* [What is required]:
Scan the entries for the word "Werkstatt", and copy every line where it appears.

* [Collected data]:
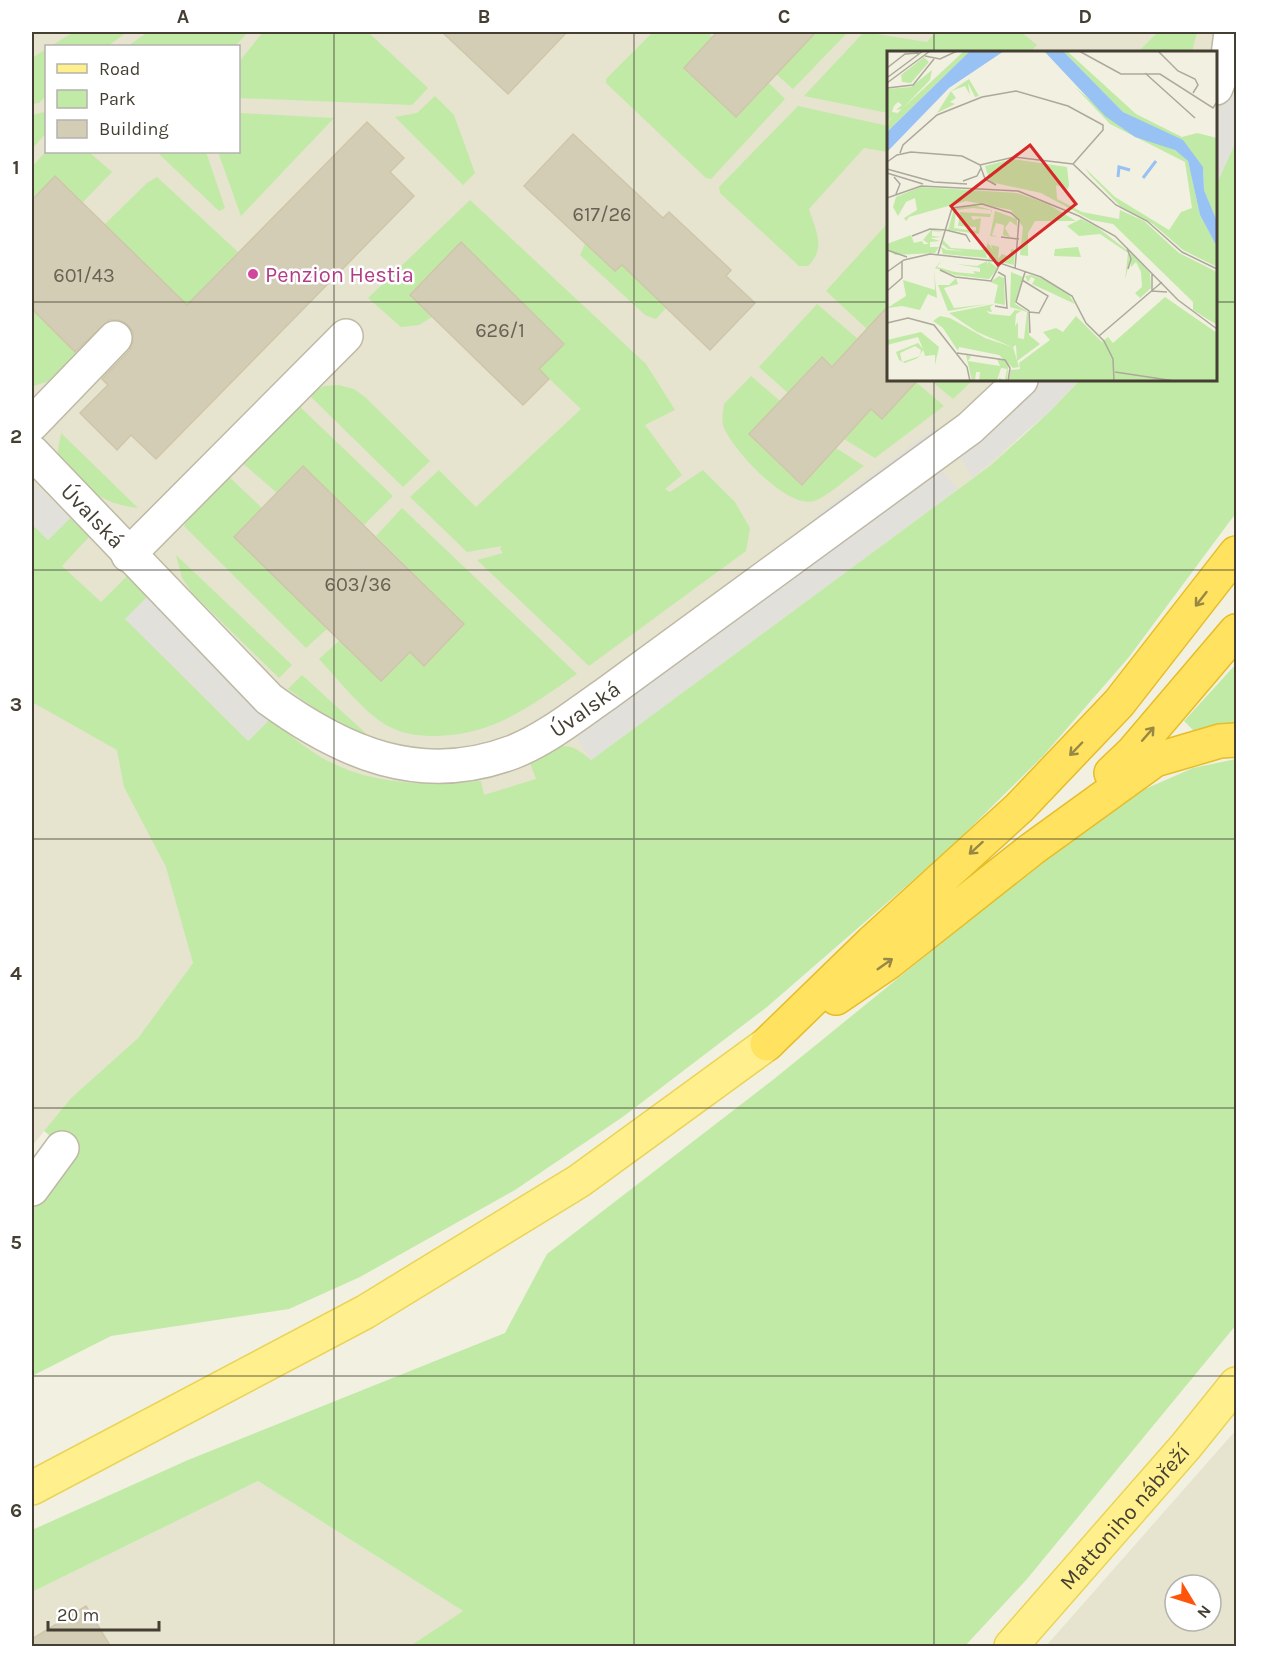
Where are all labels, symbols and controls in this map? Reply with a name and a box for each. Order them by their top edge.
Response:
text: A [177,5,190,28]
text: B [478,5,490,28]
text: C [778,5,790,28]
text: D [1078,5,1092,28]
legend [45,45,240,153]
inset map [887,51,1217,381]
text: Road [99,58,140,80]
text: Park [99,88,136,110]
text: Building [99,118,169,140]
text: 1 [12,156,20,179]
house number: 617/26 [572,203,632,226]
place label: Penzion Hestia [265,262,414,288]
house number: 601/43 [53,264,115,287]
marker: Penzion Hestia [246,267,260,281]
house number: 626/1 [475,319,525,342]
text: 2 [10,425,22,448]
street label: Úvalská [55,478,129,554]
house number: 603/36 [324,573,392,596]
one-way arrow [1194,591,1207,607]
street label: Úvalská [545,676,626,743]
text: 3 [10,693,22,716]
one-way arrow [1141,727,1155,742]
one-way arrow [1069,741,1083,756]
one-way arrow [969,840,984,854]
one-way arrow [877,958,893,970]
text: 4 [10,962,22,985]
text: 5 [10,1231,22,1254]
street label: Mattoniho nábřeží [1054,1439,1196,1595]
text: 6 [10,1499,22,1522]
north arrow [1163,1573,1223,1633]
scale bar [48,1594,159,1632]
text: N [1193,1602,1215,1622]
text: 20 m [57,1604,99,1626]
--
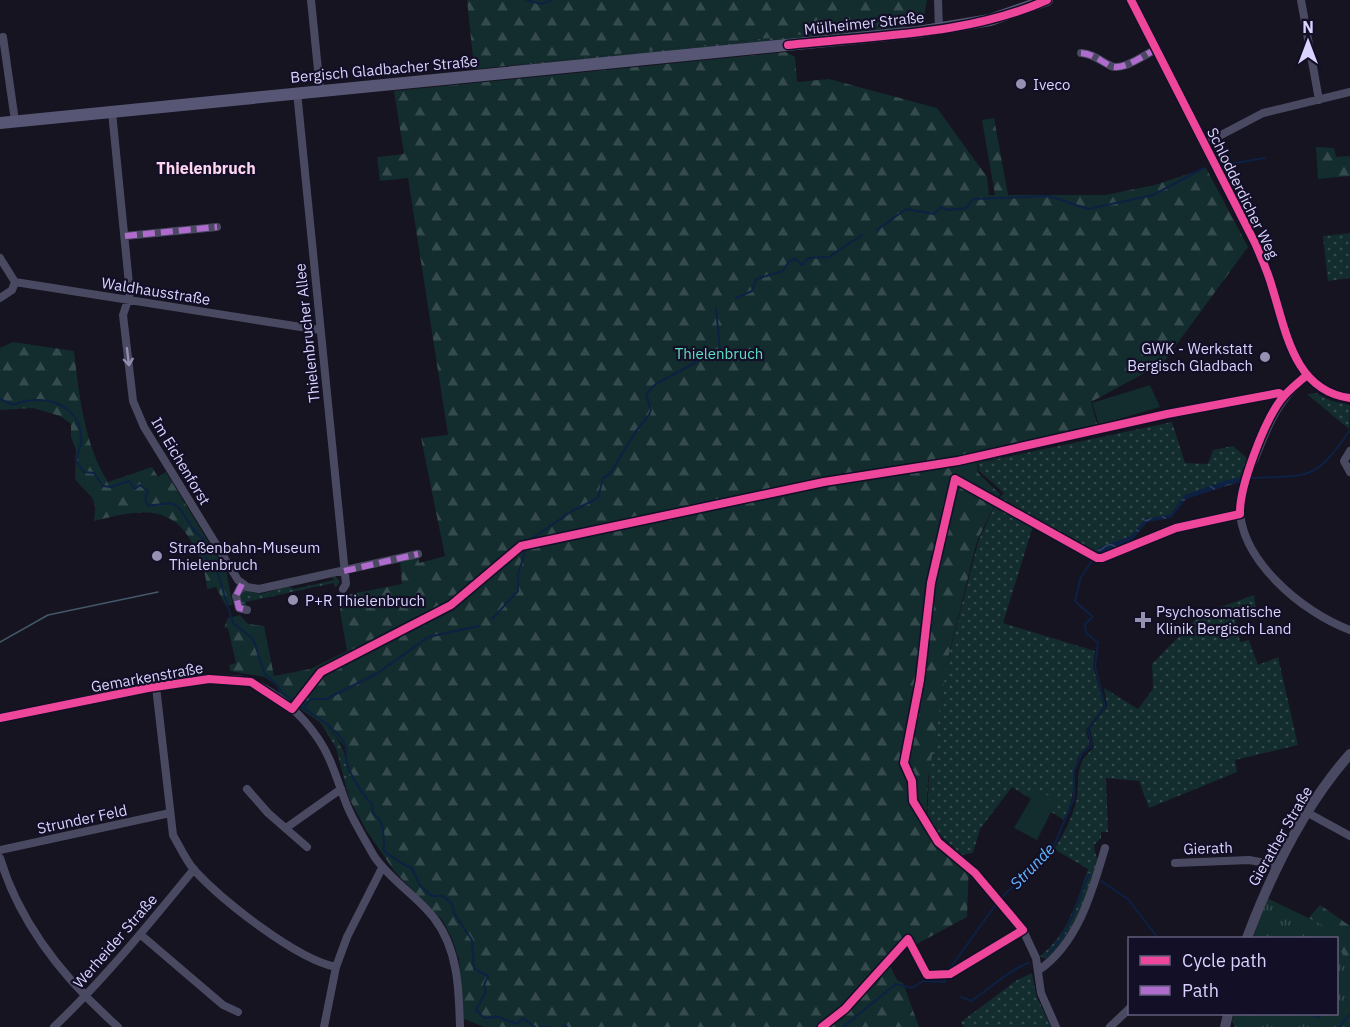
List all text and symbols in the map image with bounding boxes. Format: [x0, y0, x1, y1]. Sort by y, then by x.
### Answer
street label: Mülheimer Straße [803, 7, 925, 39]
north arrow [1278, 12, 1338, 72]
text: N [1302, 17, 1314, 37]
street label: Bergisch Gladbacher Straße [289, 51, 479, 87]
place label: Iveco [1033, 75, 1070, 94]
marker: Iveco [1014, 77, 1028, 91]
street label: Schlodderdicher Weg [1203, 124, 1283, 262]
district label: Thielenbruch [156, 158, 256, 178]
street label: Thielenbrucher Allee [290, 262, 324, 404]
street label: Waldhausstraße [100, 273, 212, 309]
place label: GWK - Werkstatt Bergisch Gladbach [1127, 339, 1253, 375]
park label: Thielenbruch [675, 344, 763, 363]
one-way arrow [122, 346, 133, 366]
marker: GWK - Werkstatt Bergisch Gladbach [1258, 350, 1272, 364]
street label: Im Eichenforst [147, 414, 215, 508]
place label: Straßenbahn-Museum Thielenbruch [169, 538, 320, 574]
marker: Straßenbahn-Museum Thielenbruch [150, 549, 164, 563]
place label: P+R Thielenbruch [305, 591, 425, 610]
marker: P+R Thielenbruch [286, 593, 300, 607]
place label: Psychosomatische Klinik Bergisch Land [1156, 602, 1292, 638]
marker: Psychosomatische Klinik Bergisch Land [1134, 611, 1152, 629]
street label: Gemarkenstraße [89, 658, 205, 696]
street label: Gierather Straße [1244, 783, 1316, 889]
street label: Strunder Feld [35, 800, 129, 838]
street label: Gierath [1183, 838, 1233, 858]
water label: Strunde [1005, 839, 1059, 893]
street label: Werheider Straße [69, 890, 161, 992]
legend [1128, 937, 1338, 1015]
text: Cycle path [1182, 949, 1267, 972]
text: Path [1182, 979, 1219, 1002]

* [Exercise output]:
place label: GWK - Werkstatt Bergisch Gladbach [1127, 339, 1253, 375]
marker: GWK - Werkstatt Bergisch Gladbach [1258, 350, 1272, 364]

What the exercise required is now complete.